Por lo que le asiste la razón a la entidad apelante y a la resolución impugnada, cuando parten de que, de la normativa, antes referida, no deriva la obligación de la Evaluación de Impacto Ambiental en el supuesto de solicitud de permisos de investigación, cuando tienen el alcance como el que nos ocupa de toma de imágenes y toma manual de muestras, en la fase I, en la fase II de 11 sondeos y en la fase III 22 sondeos.

Por ello no podemos compartir las consideraciones que se realizan en la sentencia de instancia a estos efectos, cuando en dicho Fundamento de Derecho Octavo concluye que, como en el presente supuesto nos encontramos ante el otorgamiento de un permiso de investigación para minerales de la Sección C, por lo que su esencia es realizar sondeos y catas, lo que implica una actividad extractiva, deba considerarse conforme a la Ley 21/2013 sometido a dicha evaluación, ya que ello no es así a la vista de la citada Ley y además en la sentencia de instancia se indica que el Anexo III de la misma se refiere a unas determinadas situaciones en las que se debe realizar dicha evaluación, reproduciendo en este punto un entrecomillado que reproduce lo que se invocaba en la demanda, pero lo cierto es que ni en dicho Anexo III, ni el artículo 7 se refieren a "las características del proyecto en general se extiendan a una porción del territorio extraordinariamente amplia o esté muy próximo con otro proyecto extractivo o de similares efectos".

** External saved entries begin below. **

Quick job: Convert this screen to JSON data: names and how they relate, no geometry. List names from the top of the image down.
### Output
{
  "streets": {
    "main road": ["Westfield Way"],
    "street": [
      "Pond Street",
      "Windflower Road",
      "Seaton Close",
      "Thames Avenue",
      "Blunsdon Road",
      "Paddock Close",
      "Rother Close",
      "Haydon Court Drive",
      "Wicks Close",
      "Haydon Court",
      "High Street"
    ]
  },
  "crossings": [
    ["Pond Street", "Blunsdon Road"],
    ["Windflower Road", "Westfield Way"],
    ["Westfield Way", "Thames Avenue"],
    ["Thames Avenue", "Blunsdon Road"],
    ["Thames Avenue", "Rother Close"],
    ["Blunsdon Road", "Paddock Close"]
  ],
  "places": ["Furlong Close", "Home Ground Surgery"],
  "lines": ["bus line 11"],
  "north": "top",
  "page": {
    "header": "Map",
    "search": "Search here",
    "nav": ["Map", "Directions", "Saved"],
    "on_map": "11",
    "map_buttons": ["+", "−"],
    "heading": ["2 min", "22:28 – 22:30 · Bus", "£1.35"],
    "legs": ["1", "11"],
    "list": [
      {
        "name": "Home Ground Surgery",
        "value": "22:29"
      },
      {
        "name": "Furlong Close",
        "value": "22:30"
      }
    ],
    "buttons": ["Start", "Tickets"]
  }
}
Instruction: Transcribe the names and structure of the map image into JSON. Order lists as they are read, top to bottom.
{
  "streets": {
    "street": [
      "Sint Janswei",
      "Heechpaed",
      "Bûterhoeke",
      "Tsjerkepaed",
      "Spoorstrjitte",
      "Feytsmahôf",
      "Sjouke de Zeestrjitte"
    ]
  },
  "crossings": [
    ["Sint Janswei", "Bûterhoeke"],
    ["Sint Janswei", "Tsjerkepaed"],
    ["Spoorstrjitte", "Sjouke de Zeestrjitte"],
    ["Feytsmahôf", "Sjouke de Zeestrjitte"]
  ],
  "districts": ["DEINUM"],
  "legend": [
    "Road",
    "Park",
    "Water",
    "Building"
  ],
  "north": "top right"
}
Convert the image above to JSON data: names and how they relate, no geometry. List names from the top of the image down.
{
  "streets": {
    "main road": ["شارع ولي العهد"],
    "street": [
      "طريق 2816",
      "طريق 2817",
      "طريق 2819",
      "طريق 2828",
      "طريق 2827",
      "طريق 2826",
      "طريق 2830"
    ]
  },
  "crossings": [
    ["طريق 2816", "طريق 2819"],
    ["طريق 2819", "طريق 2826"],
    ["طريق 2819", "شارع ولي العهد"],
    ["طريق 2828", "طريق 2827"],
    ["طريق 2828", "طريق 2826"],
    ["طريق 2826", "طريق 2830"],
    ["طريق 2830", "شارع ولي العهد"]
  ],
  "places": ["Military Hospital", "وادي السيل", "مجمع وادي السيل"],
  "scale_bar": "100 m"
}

Ya que ello, repetimos se alegaba en la demanda, en su página 25, obrante al acontecimiento 34 del procedimiento de origen, pero lo cierto es que la normativa que es aplicable a este caso no establece tal precisión, en realidad, dicho criterio se correspondía con una cita de la sentencia del TSJ de Extremadura, Sala de lo Contencioso, sec. 1ª, de 04-03-2021, nº 89/2021, dictada en el recurso 477/2019, que en realidad concluía que la Evaluación Ambiental era exigible, en ese caso, por aplicación del Decreto 54/2011, de 29 de abril, por el que se aprueba el Reglamento de Evaluación Ambiental de la Comunidad Autónoma de Extremadura y por desarrollarse el proyecto en una zona protegida, lo que no concurre en el presente supuesto, por lo que no se pueden extrapolar las consideraciones que en aquélla sentencia realizaba la Sala del TSJ de Extremadura, con las circunstancias que concurren en este proyecto y su ubicación, objeto de este recurso jurisdiccional, por lo que resultan irrelevantes en el presente caso todas las consideraciones que se realizan en la sentencia apelada referidas a la situación de otros permisos de investigación, o lo referente a la situación de los municipios de la zona, ya que ha de partirse del hecho de que al proyecto de investigación y restauración de autos no le es exigible el estudio de impacto ambiental.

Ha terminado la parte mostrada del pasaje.